PROBLEM.
Each record is to be duplicated exactly, with nothing added.

RECORDED INFORMATION.
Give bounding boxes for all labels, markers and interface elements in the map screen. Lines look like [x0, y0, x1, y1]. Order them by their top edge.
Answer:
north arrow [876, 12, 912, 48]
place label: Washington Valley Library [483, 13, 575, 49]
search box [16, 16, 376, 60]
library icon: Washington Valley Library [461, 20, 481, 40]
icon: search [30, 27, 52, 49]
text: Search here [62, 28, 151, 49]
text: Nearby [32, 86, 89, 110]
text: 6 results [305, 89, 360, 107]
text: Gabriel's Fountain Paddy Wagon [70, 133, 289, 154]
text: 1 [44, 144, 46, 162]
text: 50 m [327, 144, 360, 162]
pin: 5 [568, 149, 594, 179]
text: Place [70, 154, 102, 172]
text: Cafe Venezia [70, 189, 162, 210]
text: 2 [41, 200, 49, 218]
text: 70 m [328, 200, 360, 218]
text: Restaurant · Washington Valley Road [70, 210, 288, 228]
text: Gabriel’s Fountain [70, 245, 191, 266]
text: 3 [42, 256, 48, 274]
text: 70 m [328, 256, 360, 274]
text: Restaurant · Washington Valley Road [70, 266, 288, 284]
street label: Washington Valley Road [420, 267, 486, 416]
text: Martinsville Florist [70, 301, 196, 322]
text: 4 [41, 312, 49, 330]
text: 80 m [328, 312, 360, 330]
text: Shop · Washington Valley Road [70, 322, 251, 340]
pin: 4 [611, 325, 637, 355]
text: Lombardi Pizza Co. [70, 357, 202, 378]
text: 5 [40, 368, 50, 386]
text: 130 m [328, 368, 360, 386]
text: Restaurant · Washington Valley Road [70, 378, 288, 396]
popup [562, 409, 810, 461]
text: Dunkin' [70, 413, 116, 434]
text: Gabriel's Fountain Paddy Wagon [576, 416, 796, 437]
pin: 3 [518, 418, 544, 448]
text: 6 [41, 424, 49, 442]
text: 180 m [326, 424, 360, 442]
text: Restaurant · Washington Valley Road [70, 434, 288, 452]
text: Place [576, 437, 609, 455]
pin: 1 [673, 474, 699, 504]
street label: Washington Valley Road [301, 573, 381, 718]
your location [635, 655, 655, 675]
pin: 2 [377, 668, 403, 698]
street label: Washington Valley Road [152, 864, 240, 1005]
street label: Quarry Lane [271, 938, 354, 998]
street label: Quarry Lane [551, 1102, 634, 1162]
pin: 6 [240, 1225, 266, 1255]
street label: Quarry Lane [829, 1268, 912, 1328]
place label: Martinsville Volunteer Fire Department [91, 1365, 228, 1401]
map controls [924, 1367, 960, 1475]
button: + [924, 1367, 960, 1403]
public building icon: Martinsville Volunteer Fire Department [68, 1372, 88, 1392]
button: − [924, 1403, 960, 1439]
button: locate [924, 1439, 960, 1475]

FINAL ANSWER.
Give bounding boxes for all labels, markers and interface elements in the map screen. Lines look like [x0, y0, x1, y1]. Order them by their top edge.
Answer:
north arrow [876, 12, 912, 48]
place label: Washington Valley Library [483, 13, 575, 49]
search box [16, 16, 376, 60]
library icon: Washington Valley Library [461, 20, 481, 40]
icon: search [30, 27, 52, 49]
text: Search here [62, 28, 151, 49]
text: Nearby [32, 86, 89, 110]
text: 6 results [305, 89, 360, 107]
text: Gabriel's Fountain Paddy Wagon [70, 133, 289, 154]
text: 1 [44, 144, 46, 162]
text: 50 m [327, 144, 360, 162]
pin: 5 [568, 149, 594, 179]
text: Place [70, 154, 102, 172]
text: Cafe Venezia [70, 189, 162, 210]
text: 2 [41, 200, 49, 218]
text: 70 m [328, 200, 360, 218]
text: Restaurant · Washington Valley Road [70, 210, 288, 228]
text: Gabriel’s Fountain [70, 245, 191, 266]
text: 3 [42, 256, 48, 274]
text: 70 m [328, 256, 360, 274]
text: Restaurant · Washington Valley Road [70, 266, 288, 284]
street label: Washington Valley Road [420, 267, 486, 416]
text: Martinsville Florist [70, 301, 196, 322]
text: 4 [41, 312, 49, 330]
text: 80 m [328, 312, 360, 330]
text: Shop · Washington Valley Road [70, 322, 251, 340]
pin: 4 [611, 325, 637, 355]
text: Lombardi Pizza Co. [70, 357, 202, 378]
text: 5 [40, 368, 50, 386]
text: 130 m [328, 368, 360, 386]
text: Restaurant · Washington Valley Road [70, 378, 288, 396]
popup [562, 409, 810, 461]
text: Dunkin' [70, 413, 116, 434]
text: Gabriel's Fountain Paddy Wagon [576, 416, 796, 437]
pin: 3 [518, 418, 544, 448]
text: 6 [41, 424, 49, 442]
text: 180 m [326, 424, 360, 442]
text: Restaurant · Washington Valley Road [70, 434, 288, 452]
text: Place [576, 437, 609, 455]
pin: 1 [673, 474, 699, 504]
street label: Washington Valley Road [301, 573, 381, 718]
your location [635, 655, 655, 675]
pin: 2 [377, 668, 403, 698]
street label: Washington Valley Road [152, 864, 240, 1005]
street label: Quarry Lane [271, 938, 354, 998]
street label: Quarry Lane [551, 1102, 634, 1162]
pin: 6 [240, 1225, 266, 1255]
street label: Quarry Lane [829, 1268, 912, 1328]
place label: Martinsville Volunteer Fire Department [91, 1365, 228, 1401]
map controls [924, 1367, 960, 1475]
button: + [924, 1367, 960, 1403]
public building icon: Martinsville Volunteer Fire Department [68, 1372, 88, 1392]
button: − [924, 1403, 960, 1439]
button: locate [924, 1439, 960, 1475]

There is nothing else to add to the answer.